> **Problem details**
Scan the records for lines with the string "head". Say how many there are, and add nothing.

*** Data extract ***

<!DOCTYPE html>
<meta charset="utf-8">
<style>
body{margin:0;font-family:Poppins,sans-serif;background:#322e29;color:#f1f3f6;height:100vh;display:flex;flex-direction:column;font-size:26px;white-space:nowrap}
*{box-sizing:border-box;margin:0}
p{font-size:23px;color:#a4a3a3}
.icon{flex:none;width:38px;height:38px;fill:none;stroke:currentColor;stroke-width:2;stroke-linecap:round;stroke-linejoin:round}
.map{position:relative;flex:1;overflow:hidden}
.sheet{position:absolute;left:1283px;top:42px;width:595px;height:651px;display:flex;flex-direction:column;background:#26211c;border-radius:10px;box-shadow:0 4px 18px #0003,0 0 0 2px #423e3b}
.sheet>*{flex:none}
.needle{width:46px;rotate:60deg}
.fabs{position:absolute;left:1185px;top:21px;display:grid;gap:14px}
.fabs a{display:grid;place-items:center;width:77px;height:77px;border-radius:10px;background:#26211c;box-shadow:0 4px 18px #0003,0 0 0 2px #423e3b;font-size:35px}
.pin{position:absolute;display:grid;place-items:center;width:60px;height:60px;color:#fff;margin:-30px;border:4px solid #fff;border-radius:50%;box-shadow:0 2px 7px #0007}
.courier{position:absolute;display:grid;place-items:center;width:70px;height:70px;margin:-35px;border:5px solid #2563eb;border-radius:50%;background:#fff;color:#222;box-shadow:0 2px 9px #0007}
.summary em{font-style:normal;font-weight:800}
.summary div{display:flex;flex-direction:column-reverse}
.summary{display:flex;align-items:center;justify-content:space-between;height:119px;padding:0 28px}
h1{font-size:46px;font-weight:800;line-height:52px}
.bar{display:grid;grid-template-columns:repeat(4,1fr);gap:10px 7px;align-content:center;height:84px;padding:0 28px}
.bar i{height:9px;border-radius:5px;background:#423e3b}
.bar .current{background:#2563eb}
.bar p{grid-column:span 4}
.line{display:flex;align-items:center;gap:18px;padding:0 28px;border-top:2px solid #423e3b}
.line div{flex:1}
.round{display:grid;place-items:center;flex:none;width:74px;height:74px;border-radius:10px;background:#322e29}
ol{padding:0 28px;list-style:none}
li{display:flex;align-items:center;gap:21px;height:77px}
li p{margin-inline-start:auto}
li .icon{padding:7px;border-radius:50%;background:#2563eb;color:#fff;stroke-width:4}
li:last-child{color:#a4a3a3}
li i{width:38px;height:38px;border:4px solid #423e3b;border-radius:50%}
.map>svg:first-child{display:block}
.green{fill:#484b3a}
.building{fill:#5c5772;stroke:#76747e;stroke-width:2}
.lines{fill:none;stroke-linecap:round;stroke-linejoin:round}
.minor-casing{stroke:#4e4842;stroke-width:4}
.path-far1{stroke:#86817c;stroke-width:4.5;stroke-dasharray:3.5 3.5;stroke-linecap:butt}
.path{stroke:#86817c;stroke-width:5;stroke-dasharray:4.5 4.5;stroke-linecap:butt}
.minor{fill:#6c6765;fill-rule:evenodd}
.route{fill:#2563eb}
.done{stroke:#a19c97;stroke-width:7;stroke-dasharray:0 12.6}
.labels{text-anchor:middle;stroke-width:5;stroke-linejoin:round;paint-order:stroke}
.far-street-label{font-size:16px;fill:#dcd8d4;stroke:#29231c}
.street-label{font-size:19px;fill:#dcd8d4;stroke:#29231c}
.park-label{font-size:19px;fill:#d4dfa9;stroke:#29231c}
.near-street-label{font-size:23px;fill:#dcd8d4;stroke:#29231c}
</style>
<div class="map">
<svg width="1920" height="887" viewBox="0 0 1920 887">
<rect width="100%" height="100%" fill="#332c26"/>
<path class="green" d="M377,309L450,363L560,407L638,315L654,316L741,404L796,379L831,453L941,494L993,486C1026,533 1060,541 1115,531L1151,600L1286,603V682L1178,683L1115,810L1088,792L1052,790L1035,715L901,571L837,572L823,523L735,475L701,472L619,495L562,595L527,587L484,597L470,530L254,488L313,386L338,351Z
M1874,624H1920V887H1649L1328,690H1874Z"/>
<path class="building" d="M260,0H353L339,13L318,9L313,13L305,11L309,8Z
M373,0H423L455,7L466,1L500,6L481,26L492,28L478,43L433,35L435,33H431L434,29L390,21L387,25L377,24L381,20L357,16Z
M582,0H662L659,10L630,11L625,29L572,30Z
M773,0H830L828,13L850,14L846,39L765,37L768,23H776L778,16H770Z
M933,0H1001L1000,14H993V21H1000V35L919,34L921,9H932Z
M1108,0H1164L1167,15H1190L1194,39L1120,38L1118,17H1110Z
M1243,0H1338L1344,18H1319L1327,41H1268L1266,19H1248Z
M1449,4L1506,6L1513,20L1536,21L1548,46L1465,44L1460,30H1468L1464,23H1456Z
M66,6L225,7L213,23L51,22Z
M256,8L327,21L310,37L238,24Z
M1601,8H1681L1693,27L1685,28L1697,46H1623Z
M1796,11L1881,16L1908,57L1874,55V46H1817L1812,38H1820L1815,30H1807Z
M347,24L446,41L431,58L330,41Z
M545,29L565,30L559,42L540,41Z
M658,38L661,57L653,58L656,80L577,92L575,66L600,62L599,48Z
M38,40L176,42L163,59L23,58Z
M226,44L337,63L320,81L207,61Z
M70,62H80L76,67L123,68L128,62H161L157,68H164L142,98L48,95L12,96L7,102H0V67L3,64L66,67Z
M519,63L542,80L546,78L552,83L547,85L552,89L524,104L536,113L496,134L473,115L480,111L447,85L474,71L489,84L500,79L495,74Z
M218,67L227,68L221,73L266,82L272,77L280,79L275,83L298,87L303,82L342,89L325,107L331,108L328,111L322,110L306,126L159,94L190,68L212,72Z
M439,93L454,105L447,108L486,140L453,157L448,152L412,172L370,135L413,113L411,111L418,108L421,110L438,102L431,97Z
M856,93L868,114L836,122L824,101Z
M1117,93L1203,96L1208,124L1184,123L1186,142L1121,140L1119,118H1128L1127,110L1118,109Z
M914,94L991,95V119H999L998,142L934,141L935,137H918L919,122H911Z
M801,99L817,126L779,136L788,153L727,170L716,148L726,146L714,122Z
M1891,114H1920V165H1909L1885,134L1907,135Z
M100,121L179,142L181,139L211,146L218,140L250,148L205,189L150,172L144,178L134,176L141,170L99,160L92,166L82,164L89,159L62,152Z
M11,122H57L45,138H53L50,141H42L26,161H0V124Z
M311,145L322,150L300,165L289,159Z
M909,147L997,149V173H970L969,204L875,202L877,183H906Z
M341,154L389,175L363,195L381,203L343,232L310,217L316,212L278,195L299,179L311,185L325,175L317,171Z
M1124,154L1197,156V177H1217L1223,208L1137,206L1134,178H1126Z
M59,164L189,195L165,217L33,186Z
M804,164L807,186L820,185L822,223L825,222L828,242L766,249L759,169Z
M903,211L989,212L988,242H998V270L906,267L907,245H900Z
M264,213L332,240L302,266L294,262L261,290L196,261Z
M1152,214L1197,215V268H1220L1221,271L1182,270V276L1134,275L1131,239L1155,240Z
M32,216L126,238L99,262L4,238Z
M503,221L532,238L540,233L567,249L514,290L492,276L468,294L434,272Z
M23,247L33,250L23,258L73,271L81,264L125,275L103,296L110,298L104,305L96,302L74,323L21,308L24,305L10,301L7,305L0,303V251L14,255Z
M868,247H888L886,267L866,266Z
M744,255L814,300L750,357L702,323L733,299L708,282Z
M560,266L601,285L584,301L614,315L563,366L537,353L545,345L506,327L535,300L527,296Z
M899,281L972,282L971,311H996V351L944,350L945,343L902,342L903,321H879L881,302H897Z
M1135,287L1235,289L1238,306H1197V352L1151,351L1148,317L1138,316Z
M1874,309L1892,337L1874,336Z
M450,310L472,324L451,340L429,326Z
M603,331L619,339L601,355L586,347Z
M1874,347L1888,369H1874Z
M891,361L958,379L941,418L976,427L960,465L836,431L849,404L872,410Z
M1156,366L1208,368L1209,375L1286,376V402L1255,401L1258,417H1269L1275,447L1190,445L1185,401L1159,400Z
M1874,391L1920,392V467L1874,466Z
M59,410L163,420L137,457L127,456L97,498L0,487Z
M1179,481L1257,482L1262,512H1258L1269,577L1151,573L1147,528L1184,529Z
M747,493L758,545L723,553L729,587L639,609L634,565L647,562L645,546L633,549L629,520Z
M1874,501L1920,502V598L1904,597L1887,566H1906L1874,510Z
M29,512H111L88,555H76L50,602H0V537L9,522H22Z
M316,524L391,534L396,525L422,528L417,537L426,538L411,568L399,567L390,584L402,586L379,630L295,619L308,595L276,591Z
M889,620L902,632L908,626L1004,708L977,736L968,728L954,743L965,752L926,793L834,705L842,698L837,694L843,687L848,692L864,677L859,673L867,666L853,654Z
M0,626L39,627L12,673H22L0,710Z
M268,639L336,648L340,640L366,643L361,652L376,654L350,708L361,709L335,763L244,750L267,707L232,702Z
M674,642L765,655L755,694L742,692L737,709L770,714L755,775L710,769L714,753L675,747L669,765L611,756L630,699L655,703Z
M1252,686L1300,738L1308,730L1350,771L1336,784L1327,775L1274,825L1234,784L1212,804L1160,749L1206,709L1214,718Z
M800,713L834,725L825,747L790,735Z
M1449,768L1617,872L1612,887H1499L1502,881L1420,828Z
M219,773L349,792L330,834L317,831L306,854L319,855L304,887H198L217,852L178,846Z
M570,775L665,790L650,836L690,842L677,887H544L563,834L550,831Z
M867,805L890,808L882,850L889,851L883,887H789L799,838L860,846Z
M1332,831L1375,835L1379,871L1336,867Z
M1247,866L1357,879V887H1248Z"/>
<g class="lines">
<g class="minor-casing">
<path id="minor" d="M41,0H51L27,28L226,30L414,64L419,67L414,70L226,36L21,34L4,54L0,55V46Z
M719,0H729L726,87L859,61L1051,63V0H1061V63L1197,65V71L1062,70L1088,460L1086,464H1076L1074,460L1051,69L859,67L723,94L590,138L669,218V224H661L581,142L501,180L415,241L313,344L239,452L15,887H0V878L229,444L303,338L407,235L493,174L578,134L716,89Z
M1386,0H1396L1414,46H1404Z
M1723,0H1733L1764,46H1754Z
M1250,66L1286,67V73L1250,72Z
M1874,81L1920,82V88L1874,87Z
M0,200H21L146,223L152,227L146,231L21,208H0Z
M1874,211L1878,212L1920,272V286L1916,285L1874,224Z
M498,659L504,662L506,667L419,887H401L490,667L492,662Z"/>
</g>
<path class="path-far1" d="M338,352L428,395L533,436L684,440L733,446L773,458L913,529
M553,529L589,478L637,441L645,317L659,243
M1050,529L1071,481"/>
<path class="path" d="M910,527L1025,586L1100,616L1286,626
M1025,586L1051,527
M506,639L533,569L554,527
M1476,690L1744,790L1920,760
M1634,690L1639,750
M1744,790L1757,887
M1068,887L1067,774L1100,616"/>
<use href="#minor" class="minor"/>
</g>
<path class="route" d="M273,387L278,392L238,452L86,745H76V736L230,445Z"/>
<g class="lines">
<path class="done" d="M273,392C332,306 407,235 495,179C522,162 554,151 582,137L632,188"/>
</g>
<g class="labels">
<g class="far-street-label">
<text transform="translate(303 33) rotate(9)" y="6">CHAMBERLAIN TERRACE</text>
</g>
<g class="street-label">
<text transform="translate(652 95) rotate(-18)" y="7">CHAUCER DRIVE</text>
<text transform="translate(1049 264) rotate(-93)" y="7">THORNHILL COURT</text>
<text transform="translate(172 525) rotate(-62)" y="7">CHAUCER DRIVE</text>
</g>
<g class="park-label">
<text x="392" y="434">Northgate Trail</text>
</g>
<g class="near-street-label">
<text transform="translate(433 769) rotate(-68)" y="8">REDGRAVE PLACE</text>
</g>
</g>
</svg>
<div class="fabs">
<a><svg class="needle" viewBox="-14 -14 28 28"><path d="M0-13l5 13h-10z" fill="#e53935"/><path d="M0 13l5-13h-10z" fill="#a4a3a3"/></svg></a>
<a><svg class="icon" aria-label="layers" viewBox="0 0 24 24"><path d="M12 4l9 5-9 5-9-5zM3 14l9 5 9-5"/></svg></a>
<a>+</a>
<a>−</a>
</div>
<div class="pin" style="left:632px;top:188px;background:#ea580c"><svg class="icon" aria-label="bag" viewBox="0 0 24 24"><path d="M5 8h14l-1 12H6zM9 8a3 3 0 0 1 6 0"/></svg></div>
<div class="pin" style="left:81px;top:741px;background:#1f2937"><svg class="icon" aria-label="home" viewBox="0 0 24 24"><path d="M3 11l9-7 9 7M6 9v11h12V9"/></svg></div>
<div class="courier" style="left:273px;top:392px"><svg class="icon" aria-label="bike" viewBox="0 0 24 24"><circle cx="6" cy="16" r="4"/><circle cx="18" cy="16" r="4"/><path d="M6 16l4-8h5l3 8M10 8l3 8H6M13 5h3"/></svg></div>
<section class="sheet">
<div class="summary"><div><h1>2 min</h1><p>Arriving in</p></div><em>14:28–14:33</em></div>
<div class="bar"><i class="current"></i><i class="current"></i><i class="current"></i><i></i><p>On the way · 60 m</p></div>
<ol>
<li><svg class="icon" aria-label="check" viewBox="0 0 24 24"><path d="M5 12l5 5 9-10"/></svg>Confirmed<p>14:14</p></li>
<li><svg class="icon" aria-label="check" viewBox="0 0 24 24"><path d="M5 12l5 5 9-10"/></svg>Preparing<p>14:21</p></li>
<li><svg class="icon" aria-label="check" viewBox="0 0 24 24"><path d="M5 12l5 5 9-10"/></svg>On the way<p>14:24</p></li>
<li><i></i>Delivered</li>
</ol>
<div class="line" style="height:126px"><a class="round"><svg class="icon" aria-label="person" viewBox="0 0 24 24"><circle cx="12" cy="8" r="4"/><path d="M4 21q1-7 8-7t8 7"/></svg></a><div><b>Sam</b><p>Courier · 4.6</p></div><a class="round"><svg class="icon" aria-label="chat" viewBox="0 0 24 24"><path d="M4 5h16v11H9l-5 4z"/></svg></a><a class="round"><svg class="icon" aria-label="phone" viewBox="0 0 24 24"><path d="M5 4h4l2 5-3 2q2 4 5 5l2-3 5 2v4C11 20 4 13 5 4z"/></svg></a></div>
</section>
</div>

*** End of Data extract ***
*** Data extract ***

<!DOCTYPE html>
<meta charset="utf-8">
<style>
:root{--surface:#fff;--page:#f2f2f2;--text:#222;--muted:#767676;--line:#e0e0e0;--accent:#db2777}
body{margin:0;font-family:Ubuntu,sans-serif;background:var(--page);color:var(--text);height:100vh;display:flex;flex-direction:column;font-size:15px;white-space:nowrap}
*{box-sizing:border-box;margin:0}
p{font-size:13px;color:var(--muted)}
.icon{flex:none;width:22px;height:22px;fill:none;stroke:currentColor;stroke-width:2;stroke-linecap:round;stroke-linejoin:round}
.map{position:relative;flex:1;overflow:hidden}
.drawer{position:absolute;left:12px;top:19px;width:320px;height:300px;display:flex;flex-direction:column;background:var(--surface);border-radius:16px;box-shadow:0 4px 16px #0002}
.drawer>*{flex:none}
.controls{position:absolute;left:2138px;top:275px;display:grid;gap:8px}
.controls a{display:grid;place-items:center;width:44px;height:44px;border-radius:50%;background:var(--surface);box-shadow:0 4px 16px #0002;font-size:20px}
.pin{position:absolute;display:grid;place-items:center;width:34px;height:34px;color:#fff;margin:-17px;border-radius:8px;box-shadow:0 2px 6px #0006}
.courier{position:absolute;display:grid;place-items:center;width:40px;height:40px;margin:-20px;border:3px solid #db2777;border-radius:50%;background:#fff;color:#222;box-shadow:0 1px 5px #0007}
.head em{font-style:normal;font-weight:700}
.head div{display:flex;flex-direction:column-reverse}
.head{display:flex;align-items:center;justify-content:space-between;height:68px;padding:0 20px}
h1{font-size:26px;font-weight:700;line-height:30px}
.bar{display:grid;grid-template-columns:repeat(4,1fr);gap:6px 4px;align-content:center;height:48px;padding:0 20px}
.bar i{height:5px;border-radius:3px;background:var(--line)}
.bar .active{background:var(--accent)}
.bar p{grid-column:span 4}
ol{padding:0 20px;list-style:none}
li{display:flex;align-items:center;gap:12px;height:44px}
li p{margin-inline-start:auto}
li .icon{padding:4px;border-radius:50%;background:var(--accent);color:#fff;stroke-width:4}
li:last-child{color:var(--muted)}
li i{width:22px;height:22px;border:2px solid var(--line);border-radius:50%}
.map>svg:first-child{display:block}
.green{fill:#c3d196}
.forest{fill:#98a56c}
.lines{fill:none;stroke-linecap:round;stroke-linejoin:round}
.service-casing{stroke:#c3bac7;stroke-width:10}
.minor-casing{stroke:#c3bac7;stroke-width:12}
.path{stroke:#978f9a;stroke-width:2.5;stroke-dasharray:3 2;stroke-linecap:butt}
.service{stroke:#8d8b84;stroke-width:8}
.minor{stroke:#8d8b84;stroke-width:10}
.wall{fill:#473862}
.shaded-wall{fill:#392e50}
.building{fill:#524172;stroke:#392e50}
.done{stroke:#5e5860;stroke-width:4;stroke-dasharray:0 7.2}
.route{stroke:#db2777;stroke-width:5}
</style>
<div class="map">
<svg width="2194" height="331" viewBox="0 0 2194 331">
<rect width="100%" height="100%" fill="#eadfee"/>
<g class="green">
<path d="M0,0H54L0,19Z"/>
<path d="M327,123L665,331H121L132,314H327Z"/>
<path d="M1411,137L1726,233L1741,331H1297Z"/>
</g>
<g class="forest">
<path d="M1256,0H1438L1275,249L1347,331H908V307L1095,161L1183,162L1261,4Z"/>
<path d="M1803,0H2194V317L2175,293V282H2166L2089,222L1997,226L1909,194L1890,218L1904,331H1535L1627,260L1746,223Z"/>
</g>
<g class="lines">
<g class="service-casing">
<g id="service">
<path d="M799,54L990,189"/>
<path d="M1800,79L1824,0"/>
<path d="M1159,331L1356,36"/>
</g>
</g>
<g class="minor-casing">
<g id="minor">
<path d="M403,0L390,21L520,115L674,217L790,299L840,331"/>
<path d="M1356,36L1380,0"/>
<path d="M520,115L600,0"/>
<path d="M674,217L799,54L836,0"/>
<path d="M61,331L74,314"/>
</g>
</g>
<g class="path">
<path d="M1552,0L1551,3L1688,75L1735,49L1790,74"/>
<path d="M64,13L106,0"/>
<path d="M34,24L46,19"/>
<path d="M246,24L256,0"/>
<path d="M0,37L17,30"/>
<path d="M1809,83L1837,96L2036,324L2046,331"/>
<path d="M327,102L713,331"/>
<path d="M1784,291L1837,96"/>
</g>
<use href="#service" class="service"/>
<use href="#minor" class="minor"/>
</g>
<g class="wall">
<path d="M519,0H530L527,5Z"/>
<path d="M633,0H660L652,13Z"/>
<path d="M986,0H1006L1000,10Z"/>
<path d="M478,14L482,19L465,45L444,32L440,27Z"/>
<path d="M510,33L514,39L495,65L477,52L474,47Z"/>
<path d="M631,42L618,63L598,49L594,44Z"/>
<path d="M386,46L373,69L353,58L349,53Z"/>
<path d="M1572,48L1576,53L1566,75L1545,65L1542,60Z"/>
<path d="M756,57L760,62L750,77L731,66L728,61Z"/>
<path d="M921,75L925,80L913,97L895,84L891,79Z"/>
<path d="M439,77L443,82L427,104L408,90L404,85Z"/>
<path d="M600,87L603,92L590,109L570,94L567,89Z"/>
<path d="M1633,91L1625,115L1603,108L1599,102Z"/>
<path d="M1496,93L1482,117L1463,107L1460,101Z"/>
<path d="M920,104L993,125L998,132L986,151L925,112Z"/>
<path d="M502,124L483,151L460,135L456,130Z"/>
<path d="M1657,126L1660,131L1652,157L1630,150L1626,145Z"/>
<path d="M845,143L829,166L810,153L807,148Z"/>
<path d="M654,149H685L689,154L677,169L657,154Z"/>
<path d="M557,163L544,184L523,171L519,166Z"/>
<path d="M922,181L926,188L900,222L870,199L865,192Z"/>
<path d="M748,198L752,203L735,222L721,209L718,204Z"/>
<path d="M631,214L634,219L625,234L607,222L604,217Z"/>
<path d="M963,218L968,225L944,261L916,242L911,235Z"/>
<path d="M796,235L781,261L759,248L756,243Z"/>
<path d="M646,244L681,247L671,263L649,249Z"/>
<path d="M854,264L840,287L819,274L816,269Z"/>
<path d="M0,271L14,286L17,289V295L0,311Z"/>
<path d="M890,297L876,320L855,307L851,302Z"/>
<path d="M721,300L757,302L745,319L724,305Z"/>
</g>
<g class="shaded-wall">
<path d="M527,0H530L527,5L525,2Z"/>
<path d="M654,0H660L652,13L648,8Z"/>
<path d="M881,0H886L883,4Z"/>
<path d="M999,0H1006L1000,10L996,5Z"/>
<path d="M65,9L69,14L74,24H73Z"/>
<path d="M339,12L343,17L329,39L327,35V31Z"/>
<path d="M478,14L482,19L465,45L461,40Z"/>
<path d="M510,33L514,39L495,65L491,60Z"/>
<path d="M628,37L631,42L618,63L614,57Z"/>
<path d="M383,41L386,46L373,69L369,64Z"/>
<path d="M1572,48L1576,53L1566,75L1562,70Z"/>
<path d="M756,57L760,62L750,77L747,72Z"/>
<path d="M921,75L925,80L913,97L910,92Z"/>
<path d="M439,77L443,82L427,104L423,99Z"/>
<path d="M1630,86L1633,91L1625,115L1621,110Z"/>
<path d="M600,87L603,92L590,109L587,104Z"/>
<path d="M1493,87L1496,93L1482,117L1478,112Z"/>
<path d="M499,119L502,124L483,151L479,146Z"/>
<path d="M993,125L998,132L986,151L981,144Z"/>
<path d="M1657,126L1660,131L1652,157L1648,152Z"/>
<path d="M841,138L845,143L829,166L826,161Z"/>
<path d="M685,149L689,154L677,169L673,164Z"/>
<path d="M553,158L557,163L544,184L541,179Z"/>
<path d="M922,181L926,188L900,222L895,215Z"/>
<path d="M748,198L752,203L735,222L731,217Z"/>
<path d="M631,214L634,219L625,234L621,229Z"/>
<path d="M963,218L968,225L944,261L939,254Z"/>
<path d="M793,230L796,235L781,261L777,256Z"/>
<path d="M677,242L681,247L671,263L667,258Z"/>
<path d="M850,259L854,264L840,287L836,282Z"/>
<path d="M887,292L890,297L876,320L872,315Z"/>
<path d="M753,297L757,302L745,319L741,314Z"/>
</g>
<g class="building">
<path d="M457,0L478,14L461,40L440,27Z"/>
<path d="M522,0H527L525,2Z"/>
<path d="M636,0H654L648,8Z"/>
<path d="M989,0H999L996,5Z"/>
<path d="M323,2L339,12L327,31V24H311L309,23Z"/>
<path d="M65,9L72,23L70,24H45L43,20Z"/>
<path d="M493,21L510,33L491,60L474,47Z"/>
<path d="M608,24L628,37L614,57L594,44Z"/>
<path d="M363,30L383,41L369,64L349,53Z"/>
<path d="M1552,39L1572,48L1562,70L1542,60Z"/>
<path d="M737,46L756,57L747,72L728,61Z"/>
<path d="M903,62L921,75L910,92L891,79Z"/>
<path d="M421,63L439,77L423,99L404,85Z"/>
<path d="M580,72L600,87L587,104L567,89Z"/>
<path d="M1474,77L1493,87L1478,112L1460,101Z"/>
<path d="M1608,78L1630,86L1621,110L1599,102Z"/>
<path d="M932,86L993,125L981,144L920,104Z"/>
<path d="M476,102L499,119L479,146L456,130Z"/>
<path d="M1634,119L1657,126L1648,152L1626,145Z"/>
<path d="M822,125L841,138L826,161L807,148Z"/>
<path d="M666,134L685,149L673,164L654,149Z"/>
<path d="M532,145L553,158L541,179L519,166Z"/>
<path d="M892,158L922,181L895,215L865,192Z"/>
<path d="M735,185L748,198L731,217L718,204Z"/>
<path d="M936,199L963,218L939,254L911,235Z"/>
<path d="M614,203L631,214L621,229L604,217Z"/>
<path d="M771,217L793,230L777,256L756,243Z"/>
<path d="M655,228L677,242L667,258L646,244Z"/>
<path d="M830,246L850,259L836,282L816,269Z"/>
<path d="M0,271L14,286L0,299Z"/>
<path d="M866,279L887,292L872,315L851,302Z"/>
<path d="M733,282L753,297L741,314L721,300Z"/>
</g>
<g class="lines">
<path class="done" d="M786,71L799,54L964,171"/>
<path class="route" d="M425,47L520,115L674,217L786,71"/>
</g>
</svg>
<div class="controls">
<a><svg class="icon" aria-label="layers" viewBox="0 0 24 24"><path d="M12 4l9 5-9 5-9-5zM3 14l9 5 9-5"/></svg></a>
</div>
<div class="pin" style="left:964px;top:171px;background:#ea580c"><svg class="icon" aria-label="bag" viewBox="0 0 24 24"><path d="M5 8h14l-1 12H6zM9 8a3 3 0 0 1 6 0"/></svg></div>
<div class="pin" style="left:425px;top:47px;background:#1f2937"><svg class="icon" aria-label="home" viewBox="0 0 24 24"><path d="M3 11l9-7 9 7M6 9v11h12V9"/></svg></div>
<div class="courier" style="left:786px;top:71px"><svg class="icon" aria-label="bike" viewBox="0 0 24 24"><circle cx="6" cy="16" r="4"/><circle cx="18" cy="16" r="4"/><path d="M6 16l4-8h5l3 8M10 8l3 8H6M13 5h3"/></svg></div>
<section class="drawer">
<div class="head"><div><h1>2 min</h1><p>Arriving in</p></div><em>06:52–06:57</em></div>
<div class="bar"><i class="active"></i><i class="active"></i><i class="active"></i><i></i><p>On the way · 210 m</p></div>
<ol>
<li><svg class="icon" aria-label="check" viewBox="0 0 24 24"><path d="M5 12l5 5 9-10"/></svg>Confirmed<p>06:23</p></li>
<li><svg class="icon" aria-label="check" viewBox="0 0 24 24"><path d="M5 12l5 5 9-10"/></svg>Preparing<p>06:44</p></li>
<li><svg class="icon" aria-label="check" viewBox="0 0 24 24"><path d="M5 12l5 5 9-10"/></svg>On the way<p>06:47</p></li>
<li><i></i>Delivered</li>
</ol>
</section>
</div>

*** End of Data extract ***

> **Written reply**
4